Collected data entries
+---+
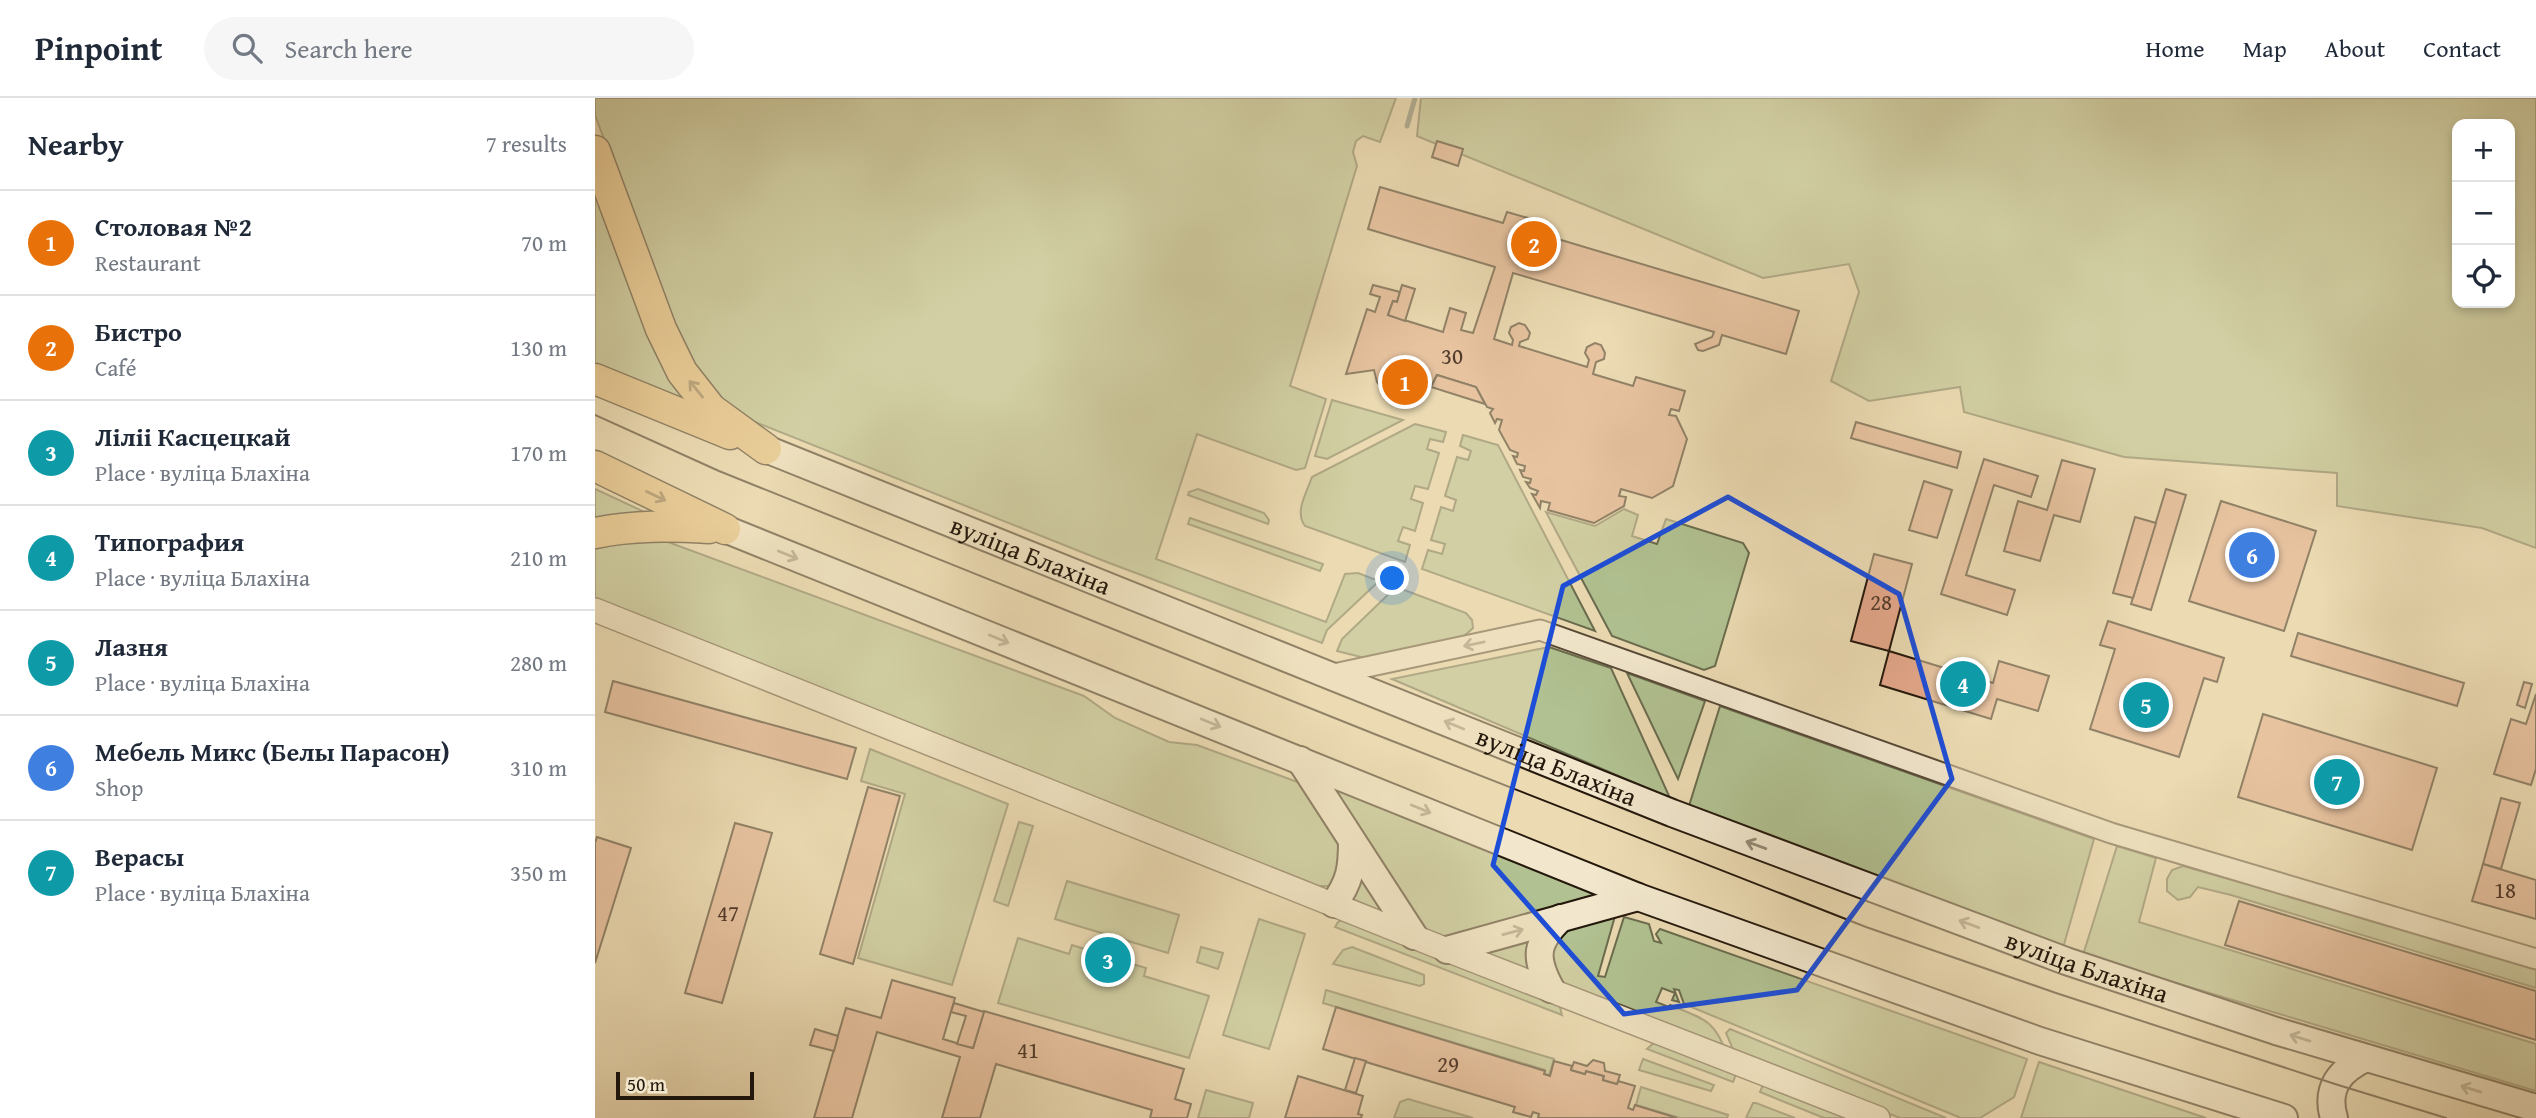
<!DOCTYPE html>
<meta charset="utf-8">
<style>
body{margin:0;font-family:"Gentium Book Plus",serif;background:#f6f6f7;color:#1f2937}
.controls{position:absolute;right:21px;top:21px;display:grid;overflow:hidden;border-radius:14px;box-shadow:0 4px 10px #0003}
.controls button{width:63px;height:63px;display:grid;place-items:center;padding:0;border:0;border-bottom:2px solid #e0e1e3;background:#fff;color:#1f2937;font:35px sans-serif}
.scale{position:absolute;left:21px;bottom:18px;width:138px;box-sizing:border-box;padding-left:7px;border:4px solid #24180c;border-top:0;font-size:19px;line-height:24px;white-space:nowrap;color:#24180c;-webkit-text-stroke:5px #f2e7cd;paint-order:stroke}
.you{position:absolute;left:798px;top:481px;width:24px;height:24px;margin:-18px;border:5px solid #fff;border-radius:50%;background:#1a73e8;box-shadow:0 0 0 10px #1a73e833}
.badge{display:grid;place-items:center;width:46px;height:46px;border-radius:50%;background:#ea580c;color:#fff;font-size:23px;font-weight:700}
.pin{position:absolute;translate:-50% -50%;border:4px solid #fff;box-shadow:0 2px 7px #0006}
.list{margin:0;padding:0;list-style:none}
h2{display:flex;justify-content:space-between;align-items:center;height:91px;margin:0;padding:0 28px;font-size:30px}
h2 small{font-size:23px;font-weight:400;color:#747a83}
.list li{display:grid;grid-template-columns:46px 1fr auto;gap:21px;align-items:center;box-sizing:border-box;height:105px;padding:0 28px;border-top:2px solid #e0e1e3}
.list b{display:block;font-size:26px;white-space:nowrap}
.list p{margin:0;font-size:23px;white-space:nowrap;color:#747a83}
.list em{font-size:23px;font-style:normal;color:#747a83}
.icon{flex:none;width:38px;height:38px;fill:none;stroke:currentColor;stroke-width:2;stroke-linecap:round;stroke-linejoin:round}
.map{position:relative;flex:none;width:1941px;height:1020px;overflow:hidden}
header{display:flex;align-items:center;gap:42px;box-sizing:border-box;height:98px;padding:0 35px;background:#fff;border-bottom:2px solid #e0e1e3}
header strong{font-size:33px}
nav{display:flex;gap:38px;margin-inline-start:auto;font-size:24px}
.search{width:490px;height:63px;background:#f6f6f7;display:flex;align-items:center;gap:18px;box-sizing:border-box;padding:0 24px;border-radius:38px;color:#747a83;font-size:26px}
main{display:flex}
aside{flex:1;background:#fff}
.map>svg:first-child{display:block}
.green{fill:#b1c191;stroke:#6a6c4e;stroke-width:2;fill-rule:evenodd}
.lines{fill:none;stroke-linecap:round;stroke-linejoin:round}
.stream{stroke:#6a796d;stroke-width:5}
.building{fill:#e3a78a;stroke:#24180c;stroke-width:2}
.minor-casing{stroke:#564836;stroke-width:23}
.tertiary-casing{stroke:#564836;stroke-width:26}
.secondary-casing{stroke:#24180c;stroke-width:30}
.primary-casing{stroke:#24180c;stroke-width:33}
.minor{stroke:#f2e7cd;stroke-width:19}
.tertiary{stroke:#f2e7cd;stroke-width:23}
.secondary{stroke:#f2e7cd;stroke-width:26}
.primary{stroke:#e6bd79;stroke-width:30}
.tram{stroke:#24180c;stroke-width:2}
.oneway{stroke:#856a42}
.oneway2{stroke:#958a76}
.marked{fill:none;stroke:#1d4ed8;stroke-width:5;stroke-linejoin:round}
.labels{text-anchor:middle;stroke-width:5;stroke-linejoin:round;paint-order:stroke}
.number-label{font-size:23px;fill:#543c2c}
.street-label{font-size:26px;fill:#24180c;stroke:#f2e7cd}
</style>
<header>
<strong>Pinpoint</strong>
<div class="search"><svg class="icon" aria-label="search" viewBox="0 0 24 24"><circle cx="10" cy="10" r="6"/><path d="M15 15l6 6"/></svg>Search here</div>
<nav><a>Home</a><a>Map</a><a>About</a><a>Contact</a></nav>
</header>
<main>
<aside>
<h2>Nearby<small>7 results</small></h2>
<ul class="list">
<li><span class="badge" style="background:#e8710a">1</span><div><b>Столовая №2</b><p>Restaurant</p></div><em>70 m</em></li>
<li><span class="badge" style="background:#e8710a">2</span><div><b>Бистро</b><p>Café</p></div><em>130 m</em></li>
<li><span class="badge" style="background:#0f9aa8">3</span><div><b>Ліліі Касцецкай</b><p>Place · вуліца Блахіна</p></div><em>170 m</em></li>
<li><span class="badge" style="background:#0f9aa8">4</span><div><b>Типография</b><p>Place · вуліца Блахіна</p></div><em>210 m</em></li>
<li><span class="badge" style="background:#0f9aa8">5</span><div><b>Лазня</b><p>Place · вуліца Блахіна</p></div><em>280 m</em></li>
<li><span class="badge" style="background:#3f7fe0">6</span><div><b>Мебель Микс (Белы Парасон)</b><p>Shop</p></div><em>310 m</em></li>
<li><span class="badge" style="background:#0f9aa8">7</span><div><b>Верасы</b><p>Place · вуліца Блахіна</p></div><em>350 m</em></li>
</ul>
</aside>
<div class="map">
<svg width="1941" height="1020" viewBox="0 0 1941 1020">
<rect width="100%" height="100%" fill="#ebdab2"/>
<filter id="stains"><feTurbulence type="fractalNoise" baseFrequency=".00286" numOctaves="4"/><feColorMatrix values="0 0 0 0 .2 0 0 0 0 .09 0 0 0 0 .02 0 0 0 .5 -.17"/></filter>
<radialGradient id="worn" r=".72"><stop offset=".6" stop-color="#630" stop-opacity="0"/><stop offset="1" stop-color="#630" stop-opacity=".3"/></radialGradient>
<g class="green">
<path d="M0 0H801L785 44 768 38 761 43 758 54 762 68 695 288 731 301 710 370 701 372 602 336 561 461 731 524 750 476 763 475 784 483 732 532 727 545 509 463 130 312 94 269 0 17Z"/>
<path d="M826 0H1941V450L1887 430 1742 408V375L1529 359 1369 314 1365 289 1274 303 1236 283 1264 194 1254 166 1168 180 822 38ZM1862 26H1915V205H1862Z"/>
<path d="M0 85 97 308 0 267Z"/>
<path d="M737 302 808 322 732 361 720 358Z"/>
<path d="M820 326 851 334 848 344 835 341 832 351 844 355 833 391 820 388 816 401 828 405 820 433 808 429 803 443 815 447 810 464 710 428C699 414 712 394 717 379Z"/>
<path d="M868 337 903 347 1000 533 827 471 833 452 847 456 850 446 836 442 846 409 858 413 861 402 850 398 862 359 873 362 876 353 865 348Z"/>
<path d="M0 391 56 417 0 427Z"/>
<path d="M603 391 669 415 674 422 673 426 593 397 594 394Z"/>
<path d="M1029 411 1043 417 1037 438 1062 446 1071 421 1148 445 1154 455 1120 568 1109 572 1017 538 951 414 1000 428Z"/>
<path d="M595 420 728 466 725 473 593 426Z"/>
<path d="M29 438 73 444 489 598 520 620 574 644 602 647 708 686 750 744 751 767 736 788H719L0 504V444Z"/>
<path d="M801 489 871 515 877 522 878 530 867 540 770 560 742 553 747 541Z"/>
<path d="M954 549 1016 570 1075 700 797 581Z"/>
<path d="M1032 575 1110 603 1083 681Z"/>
<path d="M1125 608 1499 741 1468 850 1094 708Z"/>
<path d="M275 651 413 706 357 887 263 860 310 696 266 683Z"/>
<path d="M738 688 1004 797 849 843 825 833Z"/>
<path d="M424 724 438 728 413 808 399 803Z"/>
<path d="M1522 748 1561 760 1544 824 1941 946V993L1488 857Z"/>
<path d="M1588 768 1941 869V890L1636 797 1603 789 1595 799 1583 802 1572 793V781L1577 772Z"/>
<path d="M767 769 798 818 750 798Z"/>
<path d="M472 783 584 817 573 855 460 821Z"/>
<path d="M1020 818 1003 878 1010 879 1029 819 1054 826 1059 843 1066 845 1061 836 1065 831 1432 961 1419 999 1385 1020H1366L1089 906 1084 892 1079 891 1084 904 1077 902 1080 895 1067 890 1061 904 1074 909 1075 907C1108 921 1120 921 1132 957L967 891 954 850 975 829Z"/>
<path d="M664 821 710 836 674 951 628 937Z"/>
<path d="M749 821 960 900 965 909 967 917 740 829 743 824Z"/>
<path d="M935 837 942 882 870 853Z"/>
<path d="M423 840 474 856 477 847 499 854 497 862 528 872 530 864 551 870 549 878 614 898 594 960 403 905Z"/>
<path d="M606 849 628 855 623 871 602 864Z"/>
<path d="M757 849 829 877V886L825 888 738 866 748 852Z"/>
<path d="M731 892 959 961 954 977 949 976 950 972 728 905Z"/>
<path d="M1135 931 1351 1020H1305L1140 956 1131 935Z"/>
<path d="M1060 944 1143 971 1138 984 1052 951Z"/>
<path d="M1048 961 1119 987 1116 993 1044 972Z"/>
<path d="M1444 964 1611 1020H1426Z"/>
<path d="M1170 982 1264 1020H1229L1165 994Z"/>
<path d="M1046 989 1133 1017 1132 1020H1085L1041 1007Z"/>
<path d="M611 992 658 1005 654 1020H603Z"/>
<path d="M813 1001 878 1020H799L805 1004Z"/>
<path d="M1158 1005H1161L1200 1020H1151Z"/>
</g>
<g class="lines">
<path class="stream" d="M812 28 820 0"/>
</g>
<g class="building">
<path d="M842 43 868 51 863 68 837 59Z"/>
<path d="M785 89 908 125 912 114 940 122 936 133 1204 213 1191 256 1127 237 1124 247 1108 253 1103 252 1100 246 1117 239 1119 234 918 175 899 241 917 247 918 242 914 235 916 229 924 225 930 227 935 235 933 241 925 244 924 248 992 269 994 262 990 255 992 249 1000 245 1006 247 1010 255 1009 261 1001 264 998 276 1038 288 1041 279 1090 293 1084 313 1076 311 1074 317 1081 318 1092 341 1078 388 1057 400 1026 391 1024 398 1031 399 1029 408 999 425 953 412 955 405 946 403 945 410 937 396 941 397 943 393 935 390 931 384 935 385 936 381 928 379 925 372 929 373 930 368 922 366 918 358 922 359 923 355 915 352 904 332 907 322 902 321 900 325 895 315 898 311 892 309 881 289 842 277 836 289 825 297 801 299 790 293 782 284 779 272 751 276 772 211 780 214 785 199 775 196 778 187 805 194 802 204 798 203 793 217 848 234 855 210 871 215 866 232 878 235 900 169 773 131Z"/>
<path d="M807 187 820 191 810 223 793 217 798 203 802 204Z"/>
<path d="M842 277 881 289 890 306 836 289Z"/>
<path d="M1261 324 1366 354 1362 370 1256 340Z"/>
<path d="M1389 361 1443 378 1436 399 1399 387 1371 477 1420 492 1412 517 1346 496Z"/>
<path d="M1467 362 1500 371 1485 424 1459 417 1445 463 1409 453 1423 403 1452 412Z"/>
<path d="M1329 383 1357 392 1342 440 1314 432Z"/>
<path d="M1571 391 1591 397 1556 512 1536 506Z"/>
<path d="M1626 403 1721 433 1689 533 1594 503Z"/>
<path d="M1540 419 1561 425 1538 500 1518 495Z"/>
<path d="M1279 456 1317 466 1294 553 1256 543Z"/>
<path d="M1513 523 1629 560 1622 584 1609 580 1584 659 1495 631 1520 551 1505 547Z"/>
<path d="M1703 535 1869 585 1862 608 1696 558Z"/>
<path d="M1294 553 1398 585 1404 563 1454 578 1443 613 1402 601 1396 621 1285 587Z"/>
<path d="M18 583 261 650 252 681 10 614Z"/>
<path d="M1929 584 1937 586 1930 610 1922 607Z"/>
<path d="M1941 596V671L1936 687 1899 676 1916 621 1931 626Z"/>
<path d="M1668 616 1842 670 1817 752 1643 699Z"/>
<path d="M273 689 305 698 258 866 225 856Z"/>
<path d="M1906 700 1925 705 1906 771 1888 766Z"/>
<path d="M140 725 177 735 127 905 90 895Z"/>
<path d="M2 739 36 750 0 865V745Z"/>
<path d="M1888 766 1941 782V821L1877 803Z"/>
<path d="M1644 803 1941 893V942L1630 847Z"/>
<path d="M297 882 360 900 348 941 378 950 389 913 589 971 580 1001 596 1006 592 1020H555L557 1012 401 966 385 1020H347L365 959 282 934 257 1020H219L251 910 286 920Z"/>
<path d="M359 905 389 914 378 950 362 946 371 918 356 914Z"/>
<path d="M741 909 950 973 949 976 955 978 959 963 977 968 976 972 990 976 991 973 1009 978 1008 982 1022 986 1023 983 1040 988 1033 1010 1038 1012 1040 1007 1082 1020H943L944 1016 938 1014 936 1019 918 1014 920 1009 728 951Z"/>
<path d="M220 931 243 938 239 953 215 947Z"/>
<path d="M760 960 771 963 761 995 750 992Z"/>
<path d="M998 962 1009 965 1010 973 1025 977 1022 986 1008 982 1009 978 991 973 990 976 976 972 979 964 992 968Z"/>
<path d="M703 978 768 998 763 1016 767 1017 766 1020H690Z"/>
</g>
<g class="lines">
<g class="minor-casing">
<path id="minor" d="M734 577 945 532 1516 735 1941 861"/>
</g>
<g class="tertiary-casing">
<path id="tertiary" d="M0 512 852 852 1283 1020"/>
</g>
<g class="secondary-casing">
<g id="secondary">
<path id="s1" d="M171 351 1077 715 1471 863 1681 933 1941 1010"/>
<path d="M130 431 1043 799 1445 943 1689 1020"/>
<path d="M705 662 819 838"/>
<path d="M739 806C755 783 757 771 757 743"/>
<path d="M852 852 1043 799"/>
<path d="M956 891C939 860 940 845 966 820"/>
<path d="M1739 1020C1730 990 1745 972 1771 960"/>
</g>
</g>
<g class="primary-casing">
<g id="primary">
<path d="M0 53 66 231 87 274 116 311 171 351"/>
<path d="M0 281 135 336"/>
<path d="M0 368 130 431"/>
<path d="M0 435C38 427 76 428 114 430"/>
</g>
</g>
<use href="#minor" class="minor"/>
<use href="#tertiary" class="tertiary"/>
<use href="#secondary" class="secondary"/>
<use href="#primary" class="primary"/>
<path class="tram" d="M0 317 124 373 782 637 1271 829 1461 895 1740 986 1851 1020"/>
</g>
<defs><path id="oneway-shaft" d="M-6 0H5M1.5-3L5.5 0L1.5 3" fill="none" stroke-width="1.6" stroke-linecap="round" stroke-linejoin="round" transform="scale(1.75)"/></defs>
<g class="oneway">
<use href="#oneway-shaft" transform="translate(101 291) rotate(-129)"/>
<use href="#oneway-shaft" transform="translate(61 398) rotate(26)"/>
</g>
<g class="oneway2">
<use href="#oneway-shaft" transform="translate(193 457) rotate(22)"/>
<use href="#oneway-shaft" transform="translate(404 541) rotate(22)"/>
<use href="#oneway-shaft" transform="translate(879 546) rotate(168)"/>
<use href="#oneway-shaft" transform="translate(616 625) rotate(22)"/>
<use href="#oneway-shaft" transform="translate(859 627) rotate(-158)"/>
<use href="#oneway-shaft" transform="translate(826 711) rotate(22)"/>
<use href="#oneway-shaft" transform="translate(1161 747) rotate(-160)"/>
<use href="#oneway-shaft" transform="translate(1374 826) rotate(-160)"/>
<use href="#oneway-shaft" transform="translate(918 834) rotate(-15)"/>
<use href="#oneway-shaft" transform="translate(1705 940) rotate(-163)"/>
<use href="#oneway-shaft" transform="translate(1876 991) rotate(-163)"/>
</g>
<path d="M0 0H1941V1020H0ZM1133 399 1304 496 1357 681 1202 892 1029 916 898 767 968 488Z" fill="#ebdab2" fill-opacity=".55" fill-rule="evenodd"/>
<path class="marked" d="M1133 399 1304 496 1357 681 1202 892 1029 916 898 767 968 488Z"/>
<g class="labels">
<g class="number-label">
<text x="857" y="266">30</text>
<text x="1286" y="512">28</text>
<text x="1910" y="800">18</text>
<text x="133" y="823">47</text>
<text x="433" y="960">41</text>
<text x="853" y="974">29</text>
</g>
<g class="street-label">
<text dy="9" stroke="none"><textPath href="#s1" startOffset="285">вуліца Блахіна</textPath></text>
<text dy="9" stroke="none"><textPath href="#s1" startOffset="852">вуліца Блахіна</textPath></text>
<text dy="9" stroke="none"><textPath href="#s1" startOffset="1419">вуліца Блахіна</textPath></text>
</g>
</g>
<rect width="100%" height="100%" filter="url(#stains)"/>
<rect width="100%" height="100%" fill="url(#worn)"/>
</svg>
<div class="controls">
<button>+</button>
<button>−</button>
<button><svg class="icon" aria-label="locate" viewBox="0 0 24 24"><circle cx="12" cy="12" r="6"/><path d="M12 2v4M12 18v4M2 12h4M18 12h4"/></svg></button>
</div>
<div class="scale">50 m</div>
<div class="you"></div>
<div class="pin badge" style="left:810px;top:284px;background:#e8710a">1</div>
<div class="pin badge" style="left:939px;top:146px;background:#e8710a">2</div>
<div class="pin badge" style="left:513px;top:862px;background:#0f9aa8">3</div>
<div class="pin badge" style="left:1368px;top:586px;background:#0f9aa8">4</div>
<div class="pin badge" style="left:1551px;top:607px;background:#0f9aa8">5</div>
<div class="pin badge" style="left:1657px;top:457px;background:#3f7fe0">6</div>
<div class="pin badge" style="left:1742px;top:684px;background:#0f9aa8">7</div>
</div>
</main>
+---+
• _EXERCISE_:
Pick out the lines above containing the word "shadow", then copy them.

• _ANSWER TO THE PROBLEM_:
.controls{position:absolute;right:21px;top:21px;display:grid;overflow:hidden;border-radius:14px;box-shadow:0 4px 10px #0003}
.you{position:absolute;left:798px;top:481px;width:24px;height:24px;margin:-18px;border:5px solid #fff;border-radius:50%;background:#1a73e8;box-shadow:0 0 0 10px #1a73e833}
.pin{position:absolute;translate:-50% -50%;border:4px solid #fff;box-shadow:0 2px 7px #0006}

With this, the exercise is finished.